Jiuzi Holdings recently unveiled a major asset reshuffle proposal, aiming to issue equity in exchange for 10,000 Bitcoin in a transaction valued at roughly $1 billion. If completed, Bitcoin would become a core balance sheet asset, drawing widespread attention to valuation methods, accounting treatments, and risk management frameworks.

According to Yahoo Finance data as of March 2, 2026, JZXN shares were trading around $1.16. At that price, raising $1 billion would require issuing approximately 860 million new shares, significantly diluting existing shareholders. Market reaction will hinge on key variables such as the final issuance price, lock-up arrangements, and the investor base.

Specific deal terms remain undisclosed, including the Bitcoin pricing reference, equity valuation methodology, number of shares to be issued, and potential lock-up periods. Details on Bitcoin custody arrangements, multi-signature wallet structures, independent audit procedures, fair value measurement standards, and balance sheet management mechanisms will also need to be spelled out in subsequent filings.
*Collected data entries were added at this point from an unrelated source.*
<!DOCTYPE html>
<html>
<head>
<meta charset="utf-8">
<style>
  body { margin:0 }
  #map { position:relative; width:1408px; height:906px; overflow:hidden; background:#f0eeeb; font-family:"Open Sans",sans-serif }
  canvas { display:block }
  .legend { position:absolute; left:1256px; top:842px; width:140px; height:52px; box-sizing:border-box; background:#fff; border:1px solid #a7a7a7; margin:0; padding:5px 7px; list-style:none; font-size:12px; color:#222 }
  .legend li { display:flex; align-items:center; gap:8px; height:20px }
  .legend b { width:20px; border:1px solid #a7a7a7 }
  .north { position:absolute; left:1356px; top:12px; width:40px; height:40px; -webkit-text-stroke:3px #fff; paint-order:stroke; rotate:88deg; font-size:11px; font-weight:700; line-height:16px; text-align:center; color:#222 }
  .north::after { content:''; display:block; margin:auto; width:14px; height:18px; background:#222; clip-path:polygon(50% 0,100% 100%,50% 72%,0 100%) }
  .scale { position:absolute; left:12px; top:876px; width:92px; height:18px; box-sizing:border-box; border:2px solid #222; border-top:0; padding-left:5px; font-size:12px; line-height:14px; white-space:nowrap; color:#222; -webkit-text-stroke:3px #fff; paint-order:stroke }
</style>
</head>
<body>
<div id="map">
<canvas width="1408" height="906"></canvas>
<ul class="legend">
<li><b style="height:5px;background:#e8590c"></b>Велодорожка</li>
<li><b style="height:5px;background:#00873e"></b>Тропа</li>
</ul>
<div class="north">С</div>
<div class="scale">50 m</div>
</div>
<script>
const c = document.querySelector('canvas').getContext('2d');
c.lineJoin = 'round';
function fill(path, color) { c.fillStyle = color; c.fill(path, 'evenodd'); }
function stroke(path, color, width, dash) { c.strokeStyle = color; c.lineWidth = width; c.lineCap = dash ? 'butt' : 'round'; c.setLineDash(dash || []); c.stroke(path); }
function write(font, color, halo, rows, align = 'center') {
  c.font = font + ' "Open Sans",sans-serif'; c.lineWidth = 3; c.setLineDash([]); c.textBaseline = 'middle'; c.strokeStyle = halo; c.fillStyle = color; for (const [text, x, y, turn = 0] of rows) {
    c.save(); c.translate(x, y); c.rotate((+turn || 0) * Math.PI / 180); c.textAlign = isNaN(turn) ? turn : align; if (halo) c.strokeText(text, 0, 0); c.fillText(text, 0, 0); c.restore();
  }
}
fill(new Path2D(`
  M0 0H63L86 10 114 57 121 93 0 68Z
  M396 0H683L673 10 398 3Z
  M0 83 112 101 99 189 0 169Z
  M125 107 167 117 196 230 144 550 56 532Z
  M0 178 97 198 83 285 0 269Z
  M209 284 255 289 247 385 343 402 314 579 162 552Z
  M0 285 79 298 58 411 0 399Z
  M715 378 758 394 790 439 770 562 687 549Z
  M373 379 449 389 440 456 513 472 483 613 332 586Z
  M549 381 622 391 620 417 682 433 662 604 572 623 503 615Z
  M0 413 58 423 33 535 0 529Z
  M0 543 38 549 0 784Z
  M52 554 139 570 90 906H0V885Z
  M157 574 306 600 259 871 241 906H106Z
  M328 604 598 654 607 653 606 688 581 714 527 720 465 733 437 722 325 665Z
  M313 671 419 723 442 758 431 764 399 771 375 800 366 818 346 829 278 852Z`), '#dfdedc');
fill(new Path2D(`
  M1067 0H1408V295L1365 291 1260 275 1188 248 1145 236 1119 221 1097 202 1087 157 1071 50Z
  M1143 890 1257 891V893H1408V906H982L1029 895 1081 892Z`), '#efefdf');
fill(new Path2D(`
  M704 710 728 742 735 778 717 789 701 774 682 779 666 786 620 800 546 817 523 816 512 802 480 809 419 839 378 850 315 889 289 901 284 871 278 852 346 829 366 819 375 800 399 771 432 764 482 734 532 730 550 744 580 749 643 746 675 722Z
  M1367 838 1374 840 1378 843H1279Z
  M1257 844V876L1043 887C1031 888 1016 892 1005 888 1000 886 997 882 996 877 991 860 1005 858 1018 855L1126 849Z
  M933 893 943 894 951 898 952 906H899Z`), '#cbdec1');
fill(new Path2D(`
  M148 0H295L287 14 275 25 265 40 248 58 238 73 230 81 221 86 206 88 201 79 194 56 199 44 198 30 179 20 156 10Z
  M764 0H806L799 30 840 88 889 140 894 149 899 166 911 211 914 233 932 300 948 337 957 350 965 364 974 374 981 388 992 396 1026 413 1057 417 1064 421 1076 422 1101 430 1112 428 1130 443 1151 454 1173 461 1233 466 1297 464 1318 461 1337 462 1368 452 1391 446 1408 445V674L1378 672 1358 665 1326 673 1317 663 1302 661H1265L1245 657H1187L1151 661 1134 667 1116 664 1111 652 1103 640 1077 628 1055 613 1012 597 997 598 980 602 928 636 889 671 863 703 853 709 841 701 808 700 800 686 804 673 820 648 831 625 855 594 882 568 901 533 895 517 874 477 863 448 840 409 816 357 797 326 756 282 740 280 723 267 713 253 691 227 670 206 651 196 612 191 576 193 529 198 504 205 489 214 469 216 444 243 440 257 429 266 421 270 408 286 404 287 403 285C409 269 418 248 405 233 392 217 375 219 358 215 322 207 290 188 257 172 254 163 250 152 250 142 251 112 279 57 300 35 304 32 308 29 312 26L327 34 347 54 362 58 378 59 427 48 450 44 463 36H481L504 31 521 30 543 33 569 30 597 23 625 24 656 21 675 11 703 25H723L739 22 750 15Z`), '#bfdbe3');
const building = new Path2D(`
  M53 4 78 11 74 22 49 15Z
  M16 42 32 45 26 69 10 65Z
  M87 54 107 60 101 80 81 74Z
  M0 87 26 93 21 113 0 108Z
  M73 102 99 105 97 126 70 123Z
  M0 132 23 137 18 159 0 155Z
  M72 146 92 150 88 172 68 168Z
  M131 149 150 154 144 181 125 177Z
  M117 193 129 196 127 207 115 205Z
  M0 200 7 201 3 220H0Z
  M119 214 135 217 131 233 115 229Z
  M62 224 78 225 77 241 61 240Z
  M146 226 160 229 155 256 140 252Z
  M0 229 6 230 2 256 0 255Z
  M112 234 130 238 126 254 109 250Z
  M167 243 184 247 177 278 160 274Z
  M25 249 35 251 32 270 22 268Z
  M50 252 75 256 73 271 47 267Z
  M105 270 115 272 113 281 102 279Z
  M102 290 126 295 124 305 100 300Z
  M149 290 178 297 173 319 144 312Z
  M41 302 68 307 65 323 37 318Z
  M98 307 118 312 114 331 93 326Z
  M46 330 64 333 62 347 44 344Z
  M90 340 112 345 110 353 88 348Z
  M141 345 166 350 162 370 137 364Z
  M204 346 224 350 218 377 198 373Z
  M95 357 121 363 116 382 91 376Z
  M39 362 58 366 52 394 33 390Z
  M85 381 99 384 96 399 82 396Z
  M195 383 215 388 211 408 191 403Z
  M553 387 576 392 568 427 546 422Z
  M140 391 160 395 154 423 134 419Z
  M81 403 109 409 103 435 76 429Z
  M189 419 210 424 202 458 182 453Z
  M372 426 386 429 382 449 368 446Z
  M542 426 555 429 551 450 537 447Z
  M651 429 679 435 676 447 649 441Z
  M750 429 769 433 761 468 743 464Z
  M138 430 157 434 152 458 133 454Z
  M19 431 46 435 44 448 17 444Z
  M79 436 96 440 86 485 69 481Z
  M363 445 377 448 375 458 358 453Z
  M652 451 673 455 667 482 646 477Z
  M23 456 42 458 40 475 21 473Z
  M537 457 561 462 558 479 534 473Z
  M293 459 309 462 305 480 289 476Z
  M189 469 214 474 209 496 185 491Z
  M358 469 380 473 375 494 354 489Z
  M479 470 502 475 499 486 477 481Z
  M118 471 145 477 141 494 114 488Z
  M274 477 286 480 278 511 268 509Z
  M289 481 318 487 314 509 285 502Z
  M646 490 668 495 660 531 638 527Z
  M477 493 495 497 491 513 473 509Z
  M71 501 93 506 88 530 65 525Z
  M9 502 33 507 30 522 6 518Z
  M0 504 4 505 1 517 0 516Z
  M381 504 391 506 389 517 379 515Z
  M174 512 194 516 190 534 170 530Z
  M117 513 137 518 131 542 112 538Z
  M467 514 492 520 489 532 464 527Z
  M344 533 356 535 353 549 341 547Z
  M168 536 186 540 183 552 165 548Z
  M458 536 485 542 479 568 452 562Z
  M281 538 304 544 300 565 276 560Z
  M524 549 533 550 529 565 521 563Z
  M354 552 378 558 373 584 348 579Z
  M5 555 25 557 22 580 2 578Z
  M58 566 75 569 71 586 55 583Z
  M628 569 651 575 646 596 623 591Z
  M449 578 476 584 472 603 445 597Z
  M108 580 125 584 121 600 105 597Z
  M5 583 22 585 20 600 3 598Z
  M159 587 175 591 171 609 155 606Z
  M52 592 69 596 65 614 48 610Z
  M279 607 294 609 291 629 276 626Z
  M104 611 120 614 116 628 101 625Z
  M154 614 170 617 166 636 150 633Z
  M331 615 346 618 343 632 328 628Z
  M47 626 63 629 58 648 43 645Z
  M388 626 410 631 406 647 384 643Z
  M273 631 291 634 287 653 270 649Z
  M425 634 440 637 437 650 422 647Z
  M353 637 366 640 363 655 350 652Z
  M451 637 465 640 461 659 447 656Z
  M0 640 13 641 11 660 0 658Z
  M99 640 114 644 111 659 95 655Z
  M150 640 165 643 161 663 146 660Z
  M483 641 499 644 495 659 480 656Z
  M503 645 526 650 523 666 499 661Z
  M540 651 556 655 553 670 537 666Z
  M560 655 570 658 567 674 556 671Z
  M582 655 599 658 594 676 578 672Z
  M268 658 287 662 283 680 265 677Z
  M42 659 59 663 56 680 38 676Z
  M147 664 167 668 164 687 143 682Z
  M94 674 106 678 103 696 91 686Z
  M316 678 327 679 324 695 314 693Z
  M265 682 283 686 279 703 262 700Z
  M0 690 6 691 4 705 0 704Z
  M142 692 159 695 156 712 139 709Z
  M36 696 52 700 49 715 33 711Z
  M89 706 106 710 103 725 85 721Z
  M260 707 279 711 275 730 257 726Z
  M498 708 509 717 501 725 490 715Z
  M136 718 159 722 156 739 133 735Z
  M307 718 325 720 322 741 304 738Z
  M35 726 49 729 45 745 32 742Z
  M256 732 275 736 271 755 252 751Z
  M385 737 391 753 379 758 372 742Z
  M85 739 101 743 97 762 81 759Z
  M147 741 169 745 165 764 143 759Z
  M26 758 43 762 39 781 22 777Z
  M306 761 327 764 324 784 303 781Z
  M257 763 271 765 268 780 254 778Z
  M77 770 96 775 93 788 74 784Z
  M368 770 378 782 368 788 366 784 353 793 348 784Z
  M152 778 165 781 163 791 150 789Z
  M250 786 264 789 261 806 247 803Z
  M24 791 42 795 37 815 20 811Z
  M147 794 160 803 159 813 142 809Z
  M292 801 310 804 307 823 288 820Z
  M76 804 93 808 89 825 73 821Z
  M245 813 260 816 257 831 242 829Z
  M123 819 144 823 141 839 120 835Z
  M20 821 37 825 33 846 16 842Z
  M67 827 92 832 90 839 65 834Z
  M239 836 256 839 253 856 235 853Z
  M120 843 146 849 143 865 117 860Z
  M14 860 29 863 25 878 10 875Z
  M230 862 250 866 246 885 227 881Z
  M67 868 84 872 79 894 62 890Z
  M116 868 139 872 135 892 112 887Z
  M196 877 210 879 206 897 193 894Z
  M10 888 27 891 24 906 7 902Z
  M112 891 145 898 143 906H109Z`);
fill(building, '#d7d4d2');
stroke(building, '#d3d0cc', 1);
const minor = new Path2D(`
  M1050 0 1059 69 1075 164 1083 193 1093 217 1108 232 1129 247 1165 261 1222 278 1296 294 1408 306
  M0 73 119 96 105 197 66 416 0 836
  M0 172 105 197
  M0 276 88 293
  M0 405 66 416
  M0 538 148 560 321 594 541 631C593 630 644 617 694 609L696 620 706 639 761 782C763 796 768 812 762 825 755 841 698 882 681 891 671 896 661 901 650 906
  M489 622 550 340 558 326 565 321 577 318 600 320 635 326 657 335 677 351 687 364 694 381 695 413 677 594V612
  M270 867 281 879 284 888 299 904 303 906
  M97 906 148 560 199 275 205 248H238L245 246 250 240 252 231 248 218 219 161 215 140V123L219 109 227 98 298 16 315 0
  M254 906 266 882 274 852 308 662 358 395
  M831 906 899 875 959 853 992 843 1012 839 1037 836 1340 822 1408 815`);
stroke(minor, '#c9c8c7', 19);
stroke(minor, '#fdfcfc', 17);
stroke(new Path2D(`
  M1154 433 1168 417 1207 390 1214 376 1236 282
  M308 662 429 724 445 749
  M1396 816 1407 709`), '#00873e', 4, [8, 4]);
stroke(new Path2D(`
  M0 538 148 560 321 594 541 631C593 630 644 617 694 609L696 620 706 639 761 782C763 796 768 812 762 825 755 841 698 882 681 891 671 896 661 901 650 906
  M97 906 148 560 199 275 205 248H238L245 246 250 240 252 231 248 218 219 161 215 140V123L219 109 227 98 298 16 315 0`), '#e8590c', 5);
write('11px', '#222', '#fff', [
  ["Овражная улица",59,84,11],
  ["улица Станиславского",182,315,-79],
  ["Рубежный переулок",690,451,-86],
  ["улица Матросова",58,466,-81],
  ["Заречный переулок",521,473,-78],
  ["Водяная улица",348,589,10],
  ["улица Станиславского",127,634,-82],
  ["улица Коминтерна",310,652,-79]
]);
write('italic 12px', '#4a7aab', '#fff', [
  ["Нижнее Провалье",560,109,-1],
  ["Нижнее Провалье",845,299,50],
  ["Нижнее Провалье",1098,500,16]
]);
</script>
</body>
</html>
As a Nasdaq-listed company, the transaction must comply with SEC disclosure requirements and exchange listing rules. The market is closely watching the counterparty identities, regulatory approval progress, and whether Jiuzi will establish a dedicated digital asset governance framework to ensure asset security and compliant operations.
Bitcoin is currently trading near $72,921 with daily volatility hovering around 4.5%, and the RSI indicator sits in neutral territory. The broader market backdrop is neutral for the deal, but true sentiment will depend on the release and execution pace of official documentation.
Summary: Jiuzi Holdings’ proposed $1 billion equity-for-Bitcoin swap would mark another listed company allocating BTC, sparking concerns over dilution, accounting, and regulatory compliance.